Provided records:
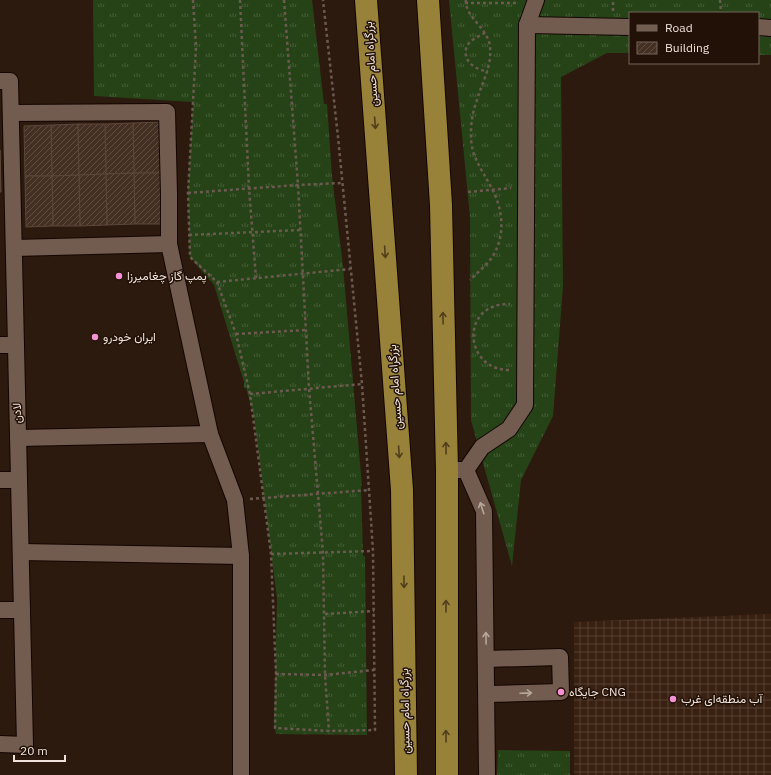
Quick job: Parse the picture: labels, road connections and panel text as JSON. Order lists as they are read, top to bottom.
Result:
{
  "streets": {
    "highway": ["بزرگراه امام حسین"],
    "street": ["لادن"]
  },
  "places": [
    "پمپ گاز چغامیرزا",
    "ایران خودرو",
    "جایگاه CNG",
    "آب منطقه‌ای غرب"
  ],
  "legend": ["Road", "Building"],
  "scale_bar": "20 m"
}
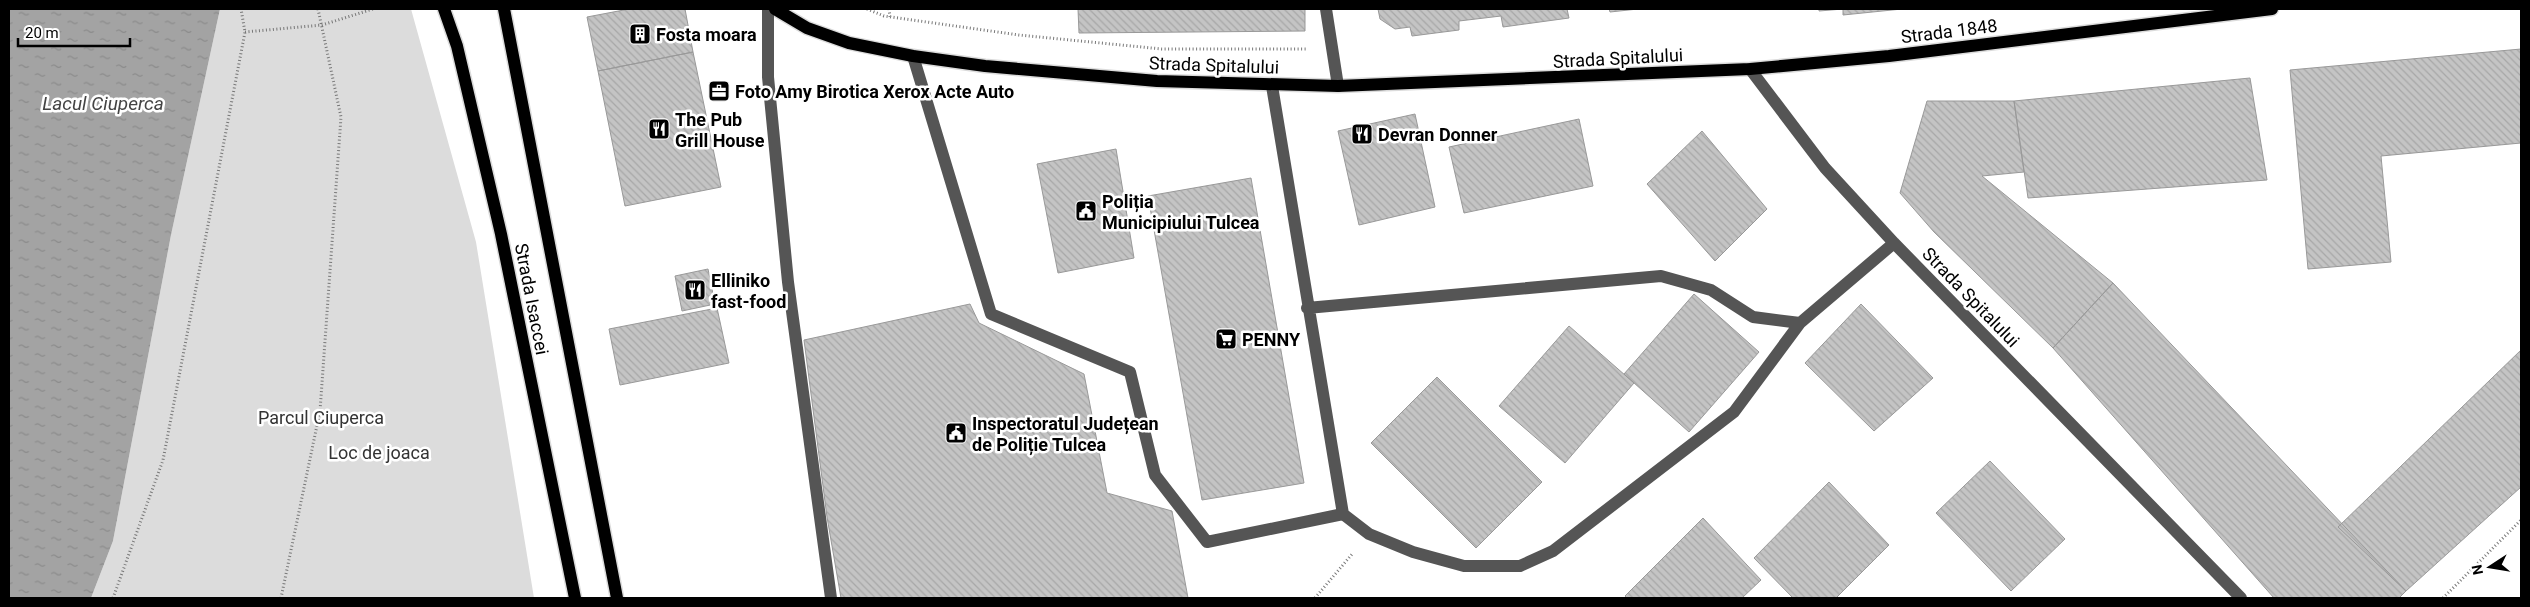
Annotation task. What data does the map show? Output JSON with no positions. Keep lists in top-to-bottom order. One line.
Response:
{"streets":{"main road":["Strada 1848","Strada Spitalului","Strada Isaccei"]},"crossings":[["Strada 1848","Strada Spitalului"]],"water":["Lacul Ciuperca"],"parks":["Parcul Ciuperca","Loc de joaca"],"places":{"building":["Fosta moara"],"office":["Foto Amy Birotica Xerox Acte Auto"],"restaurant":["The Pub Grill House","Devran Donner","Elliniko fast-food"],"public building":["Poliția Municipiului Tulcea","Inspectoratul Județean de Poliție Tulcea"],"supermarket":["PENNY"]},"scale_bar":"20 m","north":"left"}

To do:
Without adding anything, say how many lines in the listing above include the string "bottom".

Result for this exercise:
2